In 2013 Quaid took charge of the Limerick intermediate camogie team. On 5 May 2013, he guided the team to a National League Division 2 title and promotion after a 3-14 to 0-10 defeat of Kildare in the final. On 15 September 2013, Quaid's Limerick to the All-Ireland Intermediate Championship final where they were beaten by Galway.

On 14 September 2014, Quaid's Limerick intermediate team lined out in a second successive All-Ireland Intermediate Championship final. A 1-12 to 0-10 defeat of Kilkenny secured the title and promotion to the All-Ireland Senior Championship.

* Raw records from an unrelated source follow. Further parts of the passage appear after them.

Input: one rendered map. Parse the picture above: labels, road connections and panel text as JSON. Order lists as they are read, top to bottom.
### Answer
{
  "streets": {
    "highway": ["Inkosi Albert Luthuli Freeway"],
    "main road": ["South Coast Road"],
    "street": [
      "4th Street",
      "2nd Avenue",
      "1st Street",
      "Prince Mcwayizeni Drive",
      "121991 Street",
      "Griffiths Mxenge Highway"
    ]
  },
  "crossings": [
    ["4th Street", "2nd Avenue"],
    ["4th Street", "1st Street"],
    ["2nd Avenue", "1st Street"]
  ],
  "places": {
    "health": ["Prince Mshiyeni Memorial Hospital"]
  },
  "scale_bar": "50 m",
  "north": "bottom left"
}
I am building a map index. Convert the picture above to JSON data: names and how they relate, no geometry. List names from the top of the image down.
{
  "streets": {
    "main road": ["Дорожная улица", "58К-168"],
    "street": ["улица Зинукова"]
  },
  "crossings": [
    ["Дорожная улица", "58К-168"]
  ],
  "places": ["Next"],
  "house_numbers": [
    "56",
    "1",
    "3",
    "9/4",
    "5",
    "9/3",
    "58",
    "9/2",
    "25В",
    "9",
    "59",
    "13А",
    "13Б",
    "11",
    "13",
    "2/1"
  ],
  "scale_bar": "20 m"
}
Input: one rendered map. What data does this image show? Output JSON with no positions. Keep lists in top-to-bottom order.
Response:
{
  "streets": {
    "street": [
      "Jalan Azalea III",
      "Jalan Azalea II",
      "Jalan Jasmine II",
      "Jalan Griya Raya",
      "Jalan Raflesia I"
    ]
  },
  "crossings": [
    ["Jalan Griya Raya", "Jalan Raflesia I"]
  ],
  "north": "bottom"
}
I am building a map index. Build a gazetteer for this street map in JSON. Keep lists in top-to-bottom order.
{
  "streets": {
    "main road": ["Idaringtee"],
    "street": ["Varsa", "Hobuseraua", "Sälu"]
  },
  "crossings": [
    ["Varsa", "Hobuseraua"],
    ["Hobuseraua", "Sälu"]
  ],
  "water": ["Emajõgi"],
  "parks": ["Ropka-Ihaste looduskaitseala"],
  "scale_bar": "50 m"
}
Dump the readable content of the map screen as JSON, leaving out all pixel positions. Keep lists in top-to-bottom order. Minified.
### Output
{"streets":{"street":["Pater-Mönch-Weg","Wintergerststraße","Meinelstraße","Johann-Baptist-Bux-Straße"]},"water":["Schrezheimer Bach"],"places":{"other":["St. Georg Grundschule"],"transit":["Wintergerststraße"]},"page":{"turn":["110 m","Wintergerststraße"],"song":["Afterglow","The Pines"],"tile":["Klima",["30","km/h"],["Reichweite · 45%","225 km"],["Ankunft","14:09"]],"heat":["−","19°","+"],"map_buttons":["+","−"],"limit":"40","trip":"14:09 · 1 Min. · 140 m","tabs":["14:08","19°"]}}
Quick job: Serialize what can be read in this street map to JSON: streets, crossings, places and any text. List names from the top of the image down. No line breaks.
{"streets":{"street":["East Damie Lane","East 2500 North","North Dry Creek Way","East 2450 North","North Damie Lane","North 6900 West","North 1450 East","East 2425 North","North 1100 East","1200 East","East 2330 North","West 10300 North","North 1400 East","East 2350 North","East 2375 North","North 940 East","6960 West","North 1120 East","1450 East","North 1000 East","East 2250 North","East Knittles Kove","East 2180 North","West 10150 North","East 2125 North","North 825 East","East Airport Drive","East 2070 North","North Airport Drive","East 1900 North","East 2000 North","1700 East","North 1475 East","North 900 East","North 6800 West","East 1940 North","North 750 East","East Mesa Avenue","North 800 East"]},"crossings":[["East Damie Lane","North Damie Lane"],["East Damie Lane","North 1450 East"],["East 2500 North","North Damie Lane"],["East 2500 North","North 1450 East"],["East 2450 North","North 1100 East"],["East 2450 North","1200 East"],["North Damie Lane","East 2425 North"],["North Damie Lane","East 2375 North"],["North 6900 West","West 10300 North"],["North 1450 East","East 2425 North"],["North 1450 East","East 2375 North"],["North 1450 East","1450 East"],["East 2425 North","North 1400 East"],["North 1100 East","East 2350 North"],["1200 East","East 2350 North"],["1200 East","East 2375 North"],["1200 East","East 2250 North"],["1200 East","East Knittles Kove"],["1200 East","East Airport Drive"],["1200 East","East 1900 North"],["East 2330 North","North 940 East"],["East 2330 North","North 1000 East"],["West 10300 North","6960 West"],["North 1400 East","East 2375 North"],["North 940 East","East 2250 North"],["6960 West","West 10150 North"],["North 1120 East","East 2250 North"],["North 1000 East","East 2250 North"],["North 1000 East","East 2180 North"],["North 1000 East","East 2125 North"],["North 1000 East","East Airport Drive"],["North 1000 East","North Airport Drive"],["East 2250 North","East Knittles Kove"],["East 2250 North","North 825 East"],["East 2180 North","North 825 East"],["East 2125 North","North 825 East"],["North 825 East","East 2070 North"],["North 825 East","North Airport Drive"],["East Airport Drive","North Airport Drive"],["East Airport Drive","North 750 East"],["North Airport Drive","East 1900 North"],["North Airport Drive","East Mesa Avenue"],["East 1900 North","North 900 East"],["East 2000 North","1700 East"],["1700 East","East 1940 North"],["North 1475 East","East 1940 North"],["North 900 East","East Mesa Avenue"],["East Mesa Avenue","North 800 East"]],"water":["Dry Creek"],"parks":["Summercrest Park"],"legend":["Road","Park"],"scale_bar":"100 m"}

Quaid's third season in charge saw Limerick finish in fourth position in Group 1 of the All-Ireland Championship. He stepped down as manager in August 2015.

===Kildare===
On 6 October 2015, Quaid was appointed manager of the Kildare senior hurling team. His first season in charge saw Kildare finish in fifth position in Division 2A of the National Hurling League while the team reached the semi-final of the Christy Ring Cup where they were beaten by eventual winners Meath.

Quaid's second season in charge saw Kildare finish in third position in Division 2A of the league and narrowly miss out on a place in the final. In the subsequent Christy Ring Cup, Kildare reached the quarter-finals where they were defeated again by eventual champions Carlow.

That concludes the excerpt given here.